Sans connaître le rapport, les Corses avait perçu le danger du Schéma d’aménagement suite à des semblants de consultations d’organismes choisis par l’administration dont les avis ne sont pas pris en compte. La protestation fût générale. Le Conseil général auquel il avait été soumis, le défigura totalement en y apportant 27 amendements.
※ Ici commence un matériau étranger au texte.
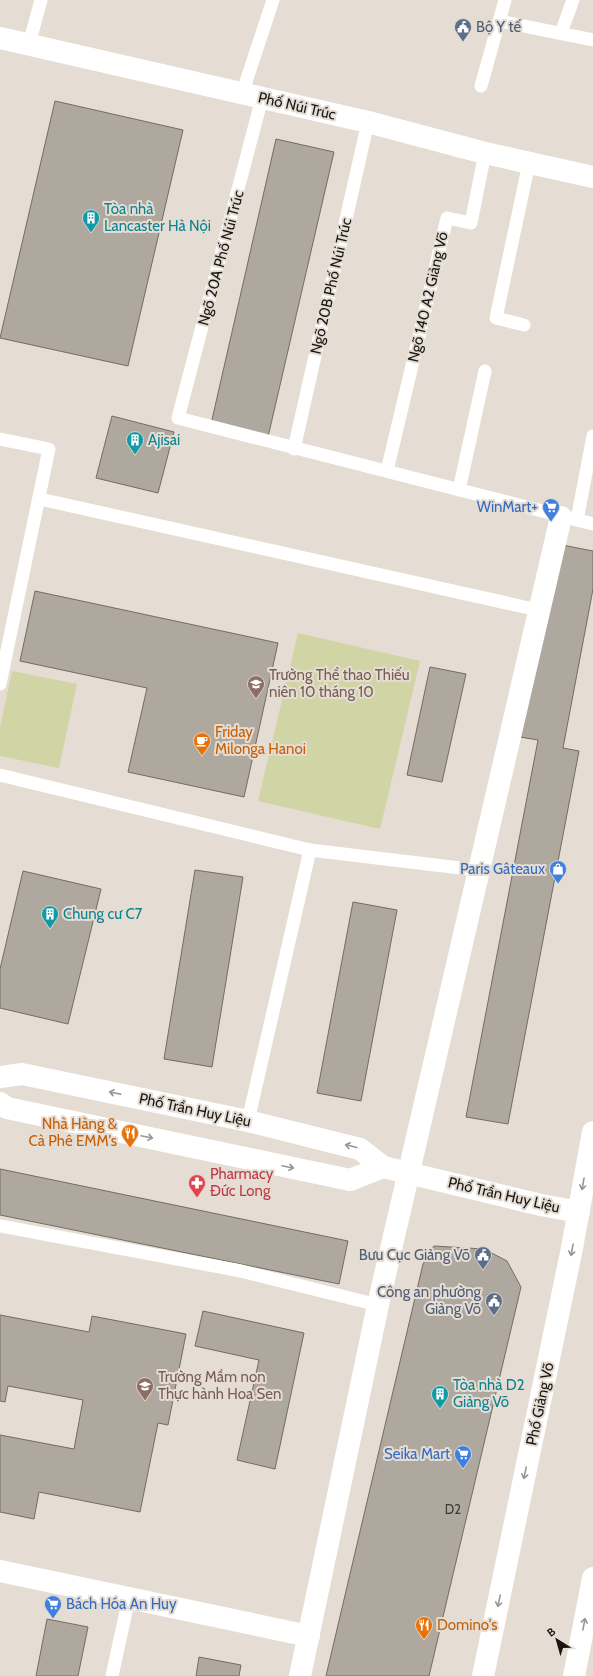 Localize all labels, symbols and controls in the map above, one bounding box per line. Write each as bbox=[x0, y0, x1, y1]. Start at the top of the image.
public building icon: Bộ Y tế bbox=[453, 17, 473, 42]
place label: Bộ Y tế bbox=[476, 18, 521, 36]
street label: Phố Núi Trúc bbox=[256, 88, 338, 124]
street label: Ngõ 20A Phố Núi Trúc bbox=[194, 188, 248, 328]
place label: Tòa nhà Lancaster Hà Nội bbox=[104, 200, 211, 235]
building icon: Tòa nhà Lancaster Hà Nội bbox=[81, 208, 101, 233]
street label: Ngõ 20B Phố Núi Trúc bbox=[307, 216, 355, 356]
street label: Ngõ 140 A2 Giảng Võ bbox=[404, 230, 452, 364]
building icon: Ajisai bbox=[125, 430, 145, 455]
place label: Ajisai bbox=[148, 431, 180, 449]
supermarket icon: WinMart+ bbox=[541, 497, 561, 522]
place label: WinMart+ bbox=[477, 498, 538, 516]
place label: Trường Thể thao Thiếu niên 10 tháng 10 bbox=[269, 666, 410, 701]
school or university icon: Trường Thể thao Thiếu niên 10 tháng 10 bbox=[246, 674, 266, 699]
place label: Friday Milonga Hanoi bbox=[215, 723, 306, 758]
cafe icon: Friday Milonga Hanoi bbox=[192, 731, 212, 756]
shop icon: Paris Gâteaux bbox=[548, 859, 568, 884]
place label: Paris Gâteaux bbox=[460, 860, 545, 878]
building icon: Chung cư C7 bbox=[40, 904, 60, 929]
place label: Chung cư C7 bbox=[63, 905, 143, 923]
one-way arrow bbox=[108, 1089, 121, 1097]
street label: Phố Trần Huy Liệu bbox=[137, 1089, 253, 1131]
place label: Nhà Hàng & Cà Phê EMM's bbox=[28, 1115, 117, 1150]
restaurant icon: Nhà Hàng & Cà Phê EMM's bbox=[120, 1123, 140, 1148]
one-way arrow bbox=[140, 1134, 153, 1142]
one-way arrow bbox=[344, 1142, 357, 1150]
one-way arrow bbox=[281, 1163, 294, 1171]
place label: Pharmacy Đức Long bbox=[210, 1165, 274, 1200]
pharmacy icon: Pharmacy Đức Long bbox=[187, 1173, 207, 1198]
street label: Phố Trần Huy Liệu bbox=[446, 1173, 562, 1217]
one-way arrow bbox=[579, 1178, 587, 1191]
one-way arrow bbox=[567, 1243, 575, 1256]
public building icon: Bưu Cục Giảng Võ bbox=[473, 1245, 493, 1270]
place label: Bưu Cục Giảng Võ bbox=[359, 1246, 470, 1264]
place label: Công an phường Giảng Võ bbox=[377, 1283, 482, 1318]
public building icon: Công an phường Giảng Võ bbox=[484, 1291, 504, 1316]
street label: Phố Giảng Võ bbox=[522, 1361, 558, 1447]
place label: Trường Mầm non Thực hành Hoa Sen bbox=[158, 1368, 281, 1403]
school or university icon: Trường Mầm non Thực hành Hoa Sen bbox=[135, 1376, 155, 1401]
place label: Tòa nhà D2 Giảng Võ bbox=[453, 1376, 525, 1411]
building icon: Tòa nhà D2 Giảng Võ bbox=[430, 1384, 450, 1409]
supermarket icon: Seika Mart bbox=[453, 1444, 473, 1469]
place label: Seika Mart bbox=[384, 1445, 450, 1463]
one-way arrow bbox=[521, 1467, 529, 1480]
house number: D2 bbox=[445, 1501, 461, 1517]
supermarket icon: Bách Hóa An Huy bbox=[43, 1594, 63, 1619]
one-way arrow bbox=[494, 1594, 502, 1607]
place label: Bách Hóa An Huy bbox=[66, 1595, 177, 1613]
restaurant icon: Domino's bbox=[414, 1615, 434, 1640]
place label: Domino's bbox=[437, 1616, 497, 1634]
one-way arrow bbox=[580, 1618, 588, 1631]
north arrow bbox=[537, 1620, 577, 1660]
text: B bbox=[544, 1624, 558, 1640]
La réponse fût tranchante. Les agents du gouvernement se répandirent en propos lénifiants mais mensongers, « un monument d’hypocrisie ». La conclusion d’Autonomia « la mort du Peuple Corse » car il n’est plus maître de ses ressources, ni des leviers de son économie, il est donc colonisé… s’il devient minoritaire sur son sol historique, il disparaît, il est un Peuple mort. Et in fine du chapitre « Centralisation. Colonisation. Élimination. Il aura fallu deux siècles à l’État français pour parvenir à ses fins. » Oui que deux siècles !

 

Ce Schéma d’aménagement avait été présenté comme devant permettre à la Corse d’accéder à la prospérité dans la modernité. Or très vite une fuite permis à l’ARC de le dévoiler aussitôt le 11 novembre 1971 dans une conférence de presse puis en faire une large diffusion. Cela porta à la connaissance du Peuple Corse et à toute l’opinion continentale la manœuvre cynique et hypocrite de la Datar et de l’État républicain jacobin. La preuve sous les yeux, pris en flagrant délit, la main dans le sac…
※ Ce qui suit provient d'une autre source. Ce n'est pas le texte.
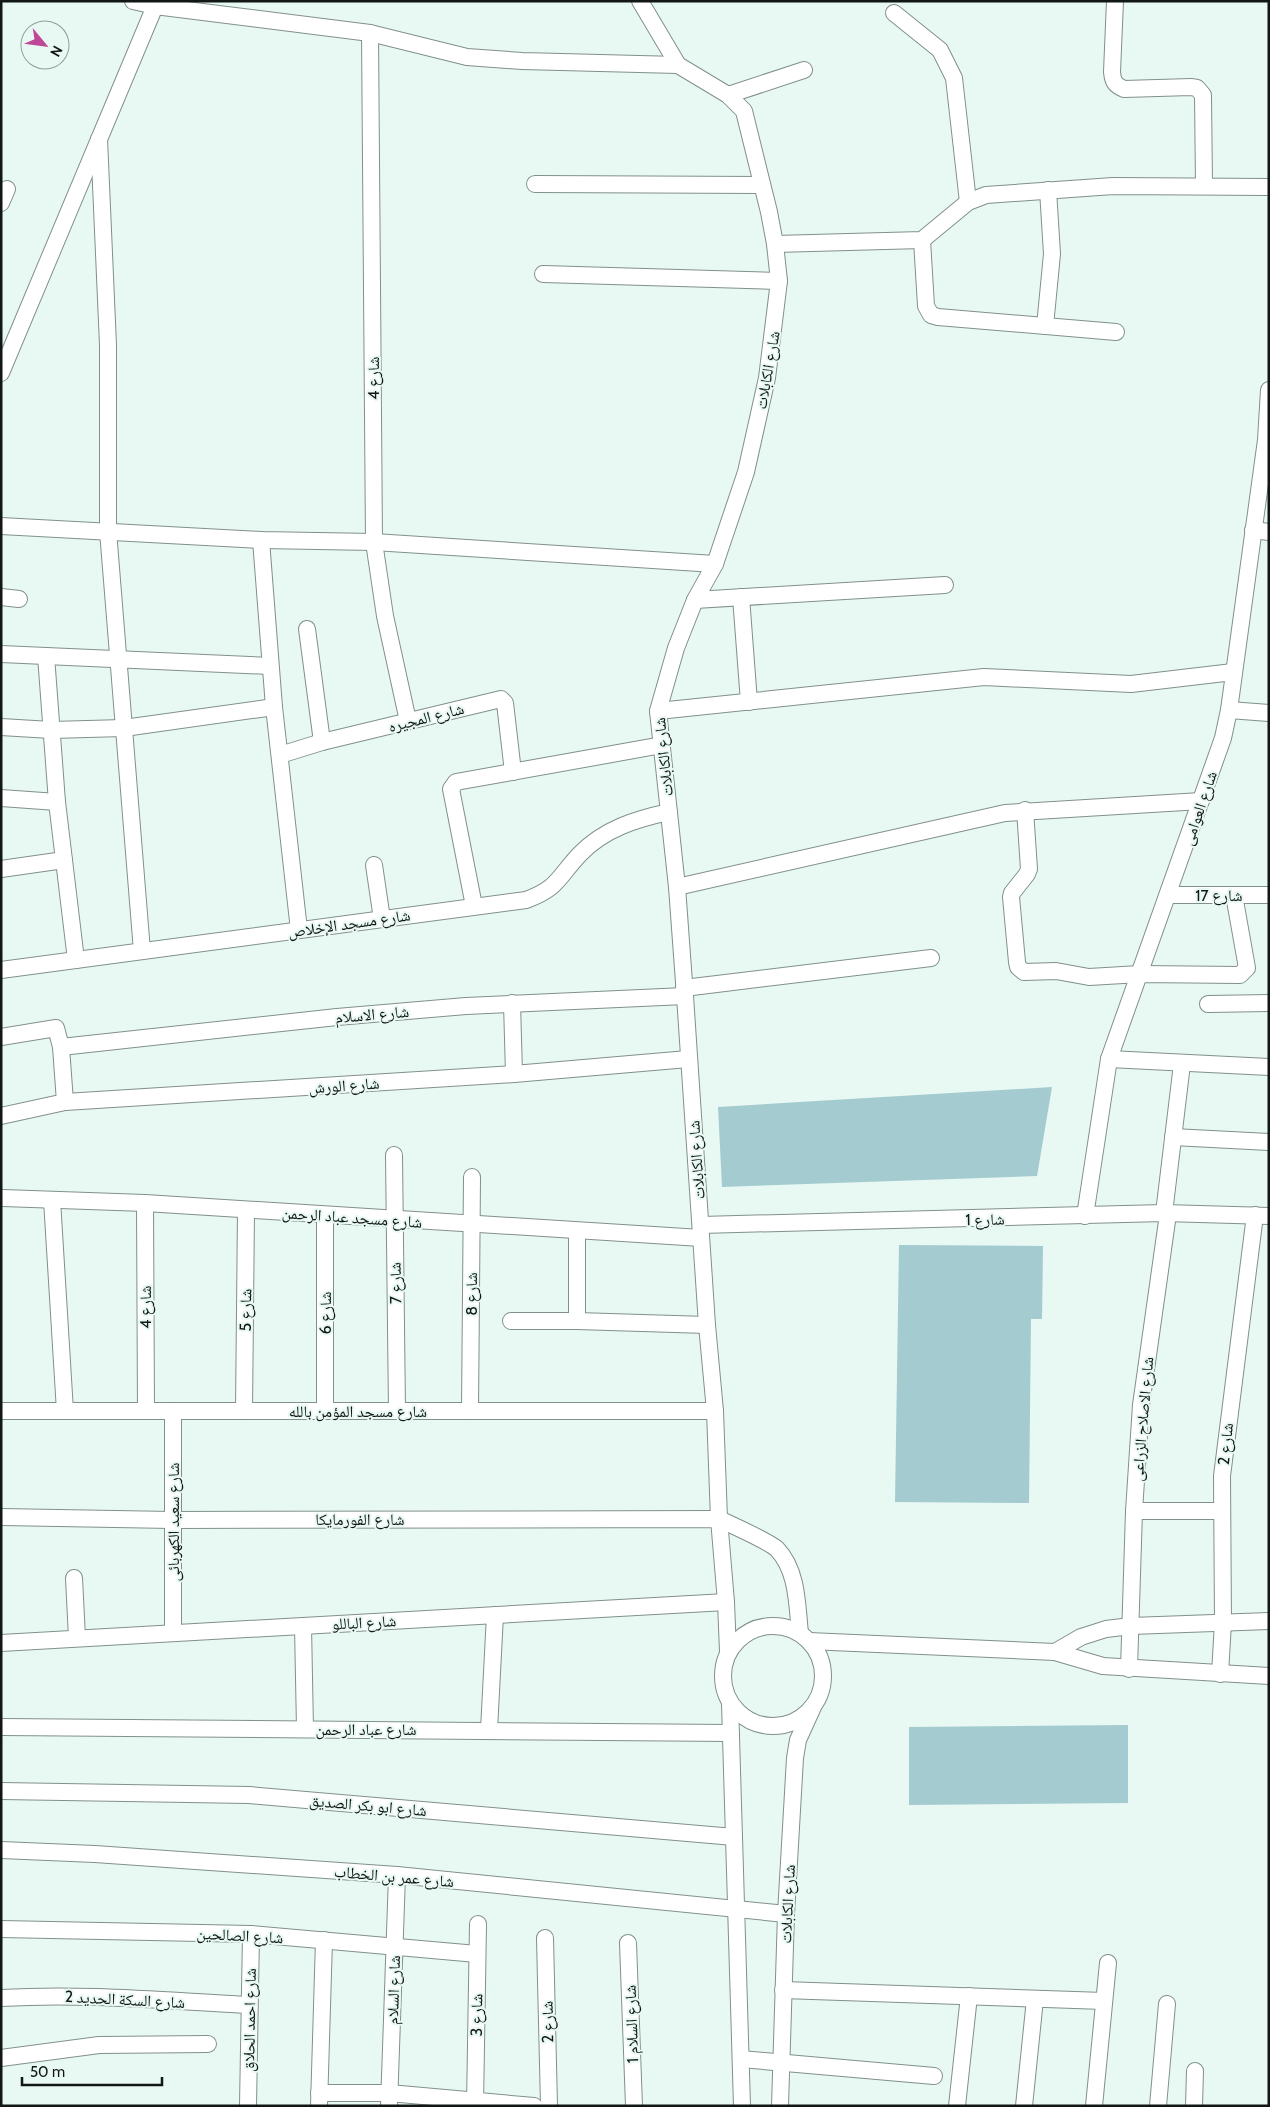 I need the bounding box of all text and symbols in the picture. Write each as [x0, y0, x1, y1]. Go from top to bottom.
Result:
north arrow [20, 20, 70, 70]
text: N [46, 43, 67, 60]
street label: شارع الكابلات [751, 329, 785, 411]
street label: شارع 4 [364, 356, 384, 400]
street label: شارع المجيره [386, 699, 466, 737]
street label: شارع الكابلات [650, 717, 678, 797]
street label: شارع العوامى [1178, 768, 1222, 848]
street label: شارع 17 [1195, 886, 1243, 906]
street label: شارع مسجد الإخلاص [287, 906, 412, 942]
street label: شارع الاسلام [334, 1002, 410, 1028]
street label: شارع الورش [308, 1074, 380, 1098]
street label: شارع الكابلات [684, 1120, 710, 1200]
street label: شارع مسجد عباد الرحمن [281, 1203, 423, 1233]
street label: شارع 1 [965, 1210, 1005, 1230]
street label: شارع 7 [386, 1262, 406, 1304]
street label: شارع 8 [462, 1272, 482, 1316]
street label: شارع 4 [136, 1285, 156, 1329]
street label: شارع 5 [236, 1289, 256, 1332]
street label: شارع 6 [316, 1291, 336, 1335]
street label: شارع الاصلاح الزراعى [1128, 1356, 1158, 1482]
street label: شارع مسجد المؤمن بالله [289, 1402, 427, 1422]
street label: شارع 2 [1214, 1422, 1238, 1466]
street label: شارع سعيد الكهربائى [164, 1462, 184, 1582]
street label: شارع الفورمايكا [315, 1510, 405, 1530]
street label: شارع الباللو [331, 1611, 397, 1635]
street label: شارع عباد الرحمن [316, 1720, 416, 1740]
street label: شارع ابو بكر الصديق [308, 1791, 428, 1821]
street label: شارع عمر بن الخطاب [333, 1862, 455, 1892]
street label: شارع الكابلات [776, 1864, 800, 1944]
street label: شارع الصالحين [196, 1924, 284, 1948]
street label: شارع السلام [383, 1955, 405, 2025]
street label: شارع احمد الحلاق [239, 1968, 261, 2072]
street label: شارع السلام 1 [621, 1985, 643, 2063]
street label: شارع السكة الحديد 2 [64, 1987, 186, 2013]
street label: شارع 3 [467, 1994, 487, 2037]
street label: شارع 2 [538, 2001, 558, 2043]
scale bar [22, 2054, 162, 2086]
text: 50 m [30, 2063, 65, 2081]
Toni Casalonga se trompe quand il dit que Nicolas Secondi a été « impatient ». Je l’ai connu assez pour savoir que ce n’était pas dans son caractère. Tout au contraire il était réfléchi, très averti par sa formation, et par son expérience professionnelle. Il a voulu tirer une sonnette d’alarme dans l’urgence. Quoique prudent il a pris des risques personnels par amour de la Corse. C’est pourquoi nous n’avons jamais cité son nom même après sa mort qui ne remonte qu’à quelques années.

 

Le CEDIC en 1964, l’ARC vite à sa suite et bien d’autres nationalistes ont participé depuis longtemps à informer la véritable nature coloniale du lien de l’île et de son Peuple avec la République des jacobins. Les Corses ont cru devoir être reconnaissants. Ils ont pris longtemps les mensonges d’État pour argent comptant. Ils ont pensé que leur île était irrémédiablement naturellement pauvre. Elle était un réservoir d’hommes qui a été vidé pour les guerres et l’Empire colonial. Les prémisses économiques de la construction européenne amènent les gouvernants à rentabiliser leurs territoires par les PAR, plans d’action régionale. L’île vidée est destinée au tout tourisme. Elle est affublée de la Somivac pour son développement agricole. Ce sera une agriculture moderne de rendement en plaine qui servira à accueillir l’exode des Pieds Noirs, compatible avec le tout tourisme tel qu’il apparaît dans le Schéma d’Aménagement de la Corse de la Datar.

 

Il a fallu plus de 50 ans pour que les nationalistes gagnent des élections importantes (municipales de Bastia et 3 ans après majorité absolue à la CdC en coalition). Tout a été prévu dès les débuts des premiers pas du CEDIC 1964 puis de l’ARC. Le traitement colonial et les solutions pour en sortir, l’autonomie pleine et entière et la reconnaissance du Peuple Corse dans la Loi.

S’il est long et difficile d’extraire une telle vérité et de faire comprendre les processus cachés et cyniques d’un tel système depuis une opposition, on peut se demander avec inquiétude comment les nationalistes qui ont pris le relais se laissent piéger par un électoralisme qui dans le cadre des institutions actuelles ne peut être que stérile et fait perdre de ce temps qui travaille contre leur Peuple en voie de disparition. Un seul mot, l’aveuglement. La maladie s’aggrave. Ce tourisme non contrôlé est mortel. La majorité des coalisés n’a pas prise. Elle va s’user à gérer quelques inconvénients.

On va voter en vain, à moins d’un miracle, ou à moins que Gilles Simeoni et les autres leaders n’aient dans leurs manches des cartes cachées qu’ils abattront le moment venu. En attendant il faut voter sans hésitation même au second tour s’il y a lieu. En attendant que le cornu ribomba d’un pughjalu à l’altru.